THE TASK: Repeat the entries that follow verbatim, without any of their pictures.

(Extracted records)

○ ○ ○ ○ ○ ○ ○

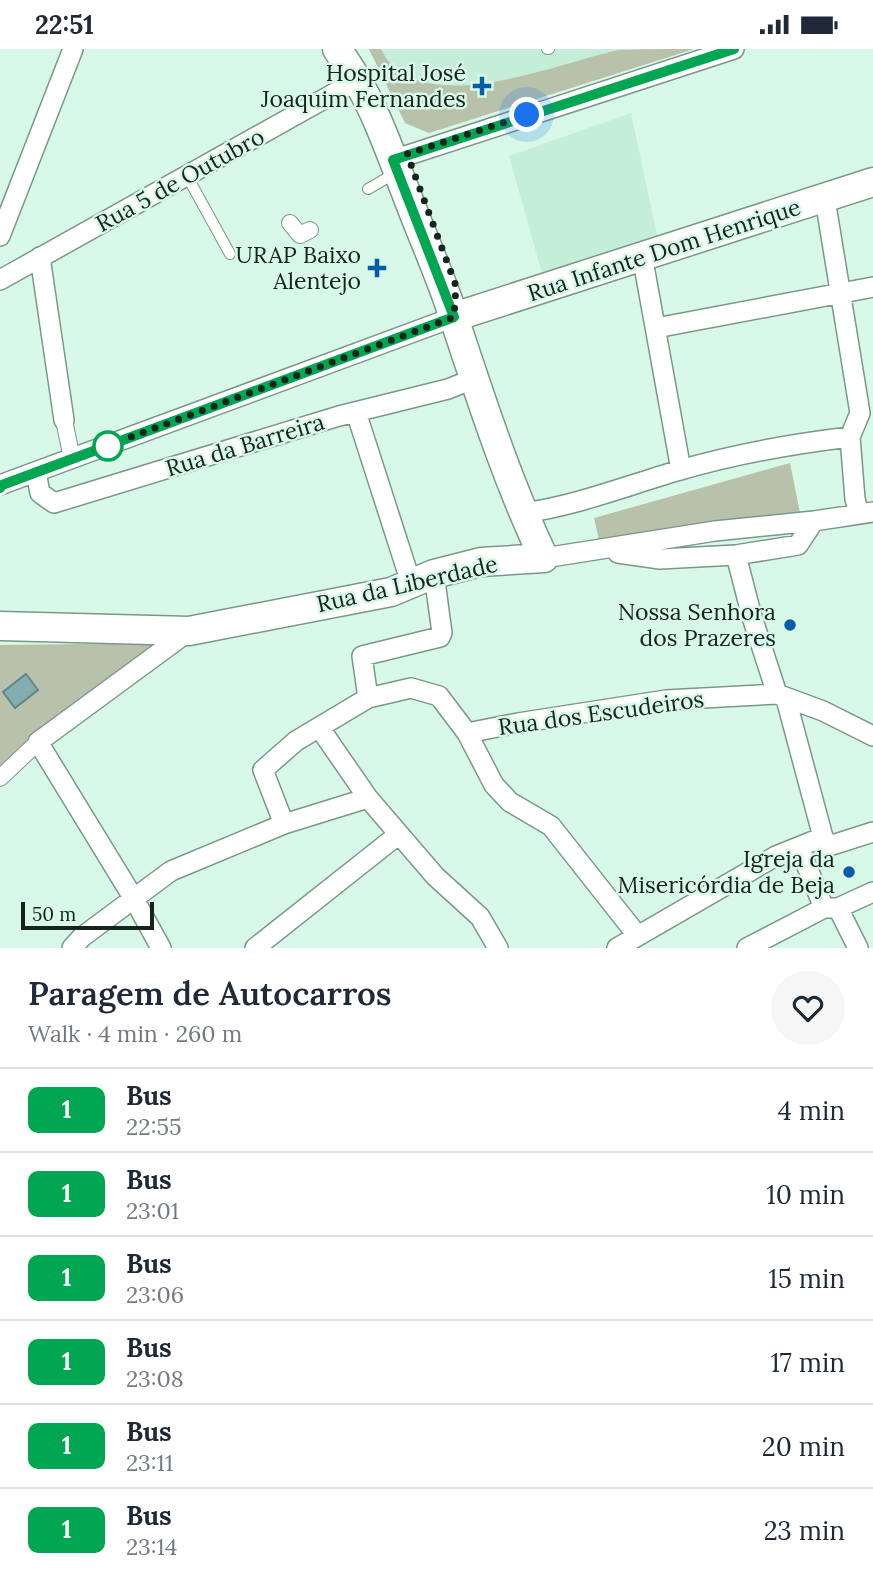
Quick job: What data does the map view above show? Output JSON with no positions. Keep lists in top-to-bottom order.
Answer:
{
  "streets": {
    "main road": ["Rua Infante Dom Henrique", "Rua da Liberdade"],
    "street": ["Rua 5 de Outubro", "Rua da Barreira", "Rua dos Escudeiros"]
  },
  "places": {
    "health": ["Hospital José Joaquim Fernandes", "URAP Baixo Alentejo"],
    "other": ["Nossa Senhora dos Prazeres", "Igreja da Misericórdia de Beja"]
  },
  "lines": ["bus line 1"],
  "scale_bar": "50 m",
  "page": {
    "status": "22:51",
    "scale": "50 m",
    "heading": ["Paragem de Autocarros", "Walk · 4 min · 260 m"],
    "list": [
      {
        "mark": "1",
        "name": "Bus",
        "note": "22:55",
        "value": "4 min"
      },
      {
        "mark": "1",
        "name": "Bus",
        "note": "23:01",
        "value": "10 min"
      },
      {
        "mark": "1",
        "name": "Bus",
        "note": "23:06",
        "value": "15 min"
      },
      {
        "mark": "1",
        "name": "Bus",
        "note": "23:08",
        "value": "17 min"
      },
      {
        "mark": "1",
        "name": "Bus",
        "note": "23:11",
        "value": "20 min"
      },
      {
        "mark": "1",
        "name": "Bus",
        "note": "23:14",
        "value": "23 min"
      }
    ]
  }
}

○ ○ ○ ○ ○ ○ ○

REPLY:
Quick job: What data does the map view above show? Output JSON with no positions. Keep lists in top-to-bottom order.
Answer:
{
  "streets": {
    "main road": ["Rua Infante Dom Henrique", "Rua da Liberdade"],
    "street": ["Rua 5 de Outubro", "Rua da Barreira", "Rua dos Escudeiros"]
  },
  "places": {
    "health": ["Hospital José Joaquim Fernandes", "URAP Baixo Alentejo"],
    "other": ["Nossa Senhora dos Prazeres", "Igreja da Misericórdia de Beja"]
  },
  "lines": ["bus line 1"],
  "scale_bar": "50 m",
  "page": {
    "status": "22:51",
    "scale": "50 m",
    "heading": ["Paragem de Autocarros", "Walk · 4 min · 260 m"],
    "list": [
      {
        "mark": "1",
        "name": "Bus",
        "note": "22:55",
        "value": "4 min"
      },
      {
        "mark": "1",
        "name": "Bus",
        "note": "23:01",
        "value": "10 min"
      },
      {
        "mark": "1",
        "name": "Bus",
        "note": "23:06",
        "value": "15 min"
      },
      {
        "mark": "1",
        "name": "Bus",
        "note": "23:08",
        "value": "17 min"
      },
      {
        "mark": "1",
        "name": "Bus",
        "note": "23:11",
        "value": "20 min"
      },
      {
        "mark": "1",
        "name": "Bus",
        "note": "23:14",
        "value": "23 min"
      }
    ]
  }
}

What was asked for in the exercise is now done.